Wednesday, January 25, 2023


Today co-host has a dig at the Prime Minister over Australia Day

Why should we change the date to suit a small minority?

The new co-host of The Today Show has warned the Prime Minister “can’t please everyone” as debate once again rages over the date Australia Day is held.

Sarah Abo was hosting a segment on the popular Nine morning program on Wednesday with Education Minister Jason Clare and 4BC political contributor and former Queensland Liberal MP Scott Emerson.

The trio were discussing accusations from the Coalition that the Labor government were trying to change the date of the national public holiday “by stealth”, by encouraging businesses to allow employees to work on January 26 if they take issue with what the holiday represents.

Mr Clare denied the allegation, telling Ms Abo the Prime Minister had “made it clear” Australia Day would remain on January 26, but that Australians were welcome to mark it in whichever way they wanted.

“You can have this debate if you want to, you can celebrate if you want to, you can protest if you want to, you can go to work tomorrow if you want to, or you can have a few beers with your mates if you want to,” he said.

Mr Emerson said Prime Minister Anthony Albanese was being “weak” and “half-hearted” in his response to calls to change the date of Australia Day to respect the Aboriginal community, who view the date as the start of a regime of oppression and genocide against First Nations people.

“The reality is, the Government should come out and say, ‘Yes, we are celebrating on January the 26th, and we’re keeping that day there’,” said Mr Emerson.

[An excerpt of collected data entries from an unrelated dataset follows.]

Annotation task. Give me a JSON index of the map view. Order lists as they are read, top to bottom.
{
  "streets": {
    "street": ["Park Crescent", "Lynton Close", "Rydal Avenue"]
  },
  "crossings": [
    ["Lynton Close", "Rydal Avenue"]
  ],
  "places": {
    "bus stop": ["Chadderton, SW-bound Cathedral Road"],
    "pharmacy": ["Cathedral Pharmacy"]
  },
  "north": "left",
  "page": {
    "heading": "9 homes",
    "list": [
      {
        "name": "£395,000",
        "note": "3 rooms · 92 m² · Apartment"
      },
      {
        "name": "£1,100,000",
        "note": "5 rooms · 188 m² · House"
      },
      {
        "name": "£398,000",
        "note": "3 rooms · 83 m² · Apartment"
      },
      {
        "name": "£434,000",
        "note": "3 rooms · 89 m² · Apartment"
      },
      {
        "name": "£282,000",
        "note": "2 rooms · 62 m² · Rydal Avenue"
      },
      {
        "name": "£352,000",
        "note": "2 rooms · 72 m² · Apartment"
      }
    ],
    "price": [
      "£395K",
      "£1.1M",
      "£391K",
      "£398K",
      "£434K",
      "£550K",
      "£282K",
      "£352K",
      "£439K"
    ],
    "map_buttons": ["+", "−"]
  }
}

Ms Abo, 37, then said “Well, this is the problem, though, isn’t it? I mean, it’s about pleasing everyone, and you simply can’t anymore,” before turning the conversation back to Mr Emerson.

Mr Clare appeared perplexed at the suggestion, as Mr Emerson agreed with Ms Abo’s opinion, going on to accuse the Prime Minister of “trying to have a bet each way.”

But Mr Clare was denied the chance to respond, with Ms Abo then turning the conversation towards the issue of the Coalition calling for rapper Kanye West to be denied entry into Australia.

Viewers appeared to be split on the issue.

One Twitter user commented on the segment: “This is Labor agenda to force a date change of our national day. A sneaky way of doing it. It’s very disrespectful to be working on Australia Day.”

But another said “No pride in genocide,” taking the opposite stance on the matter.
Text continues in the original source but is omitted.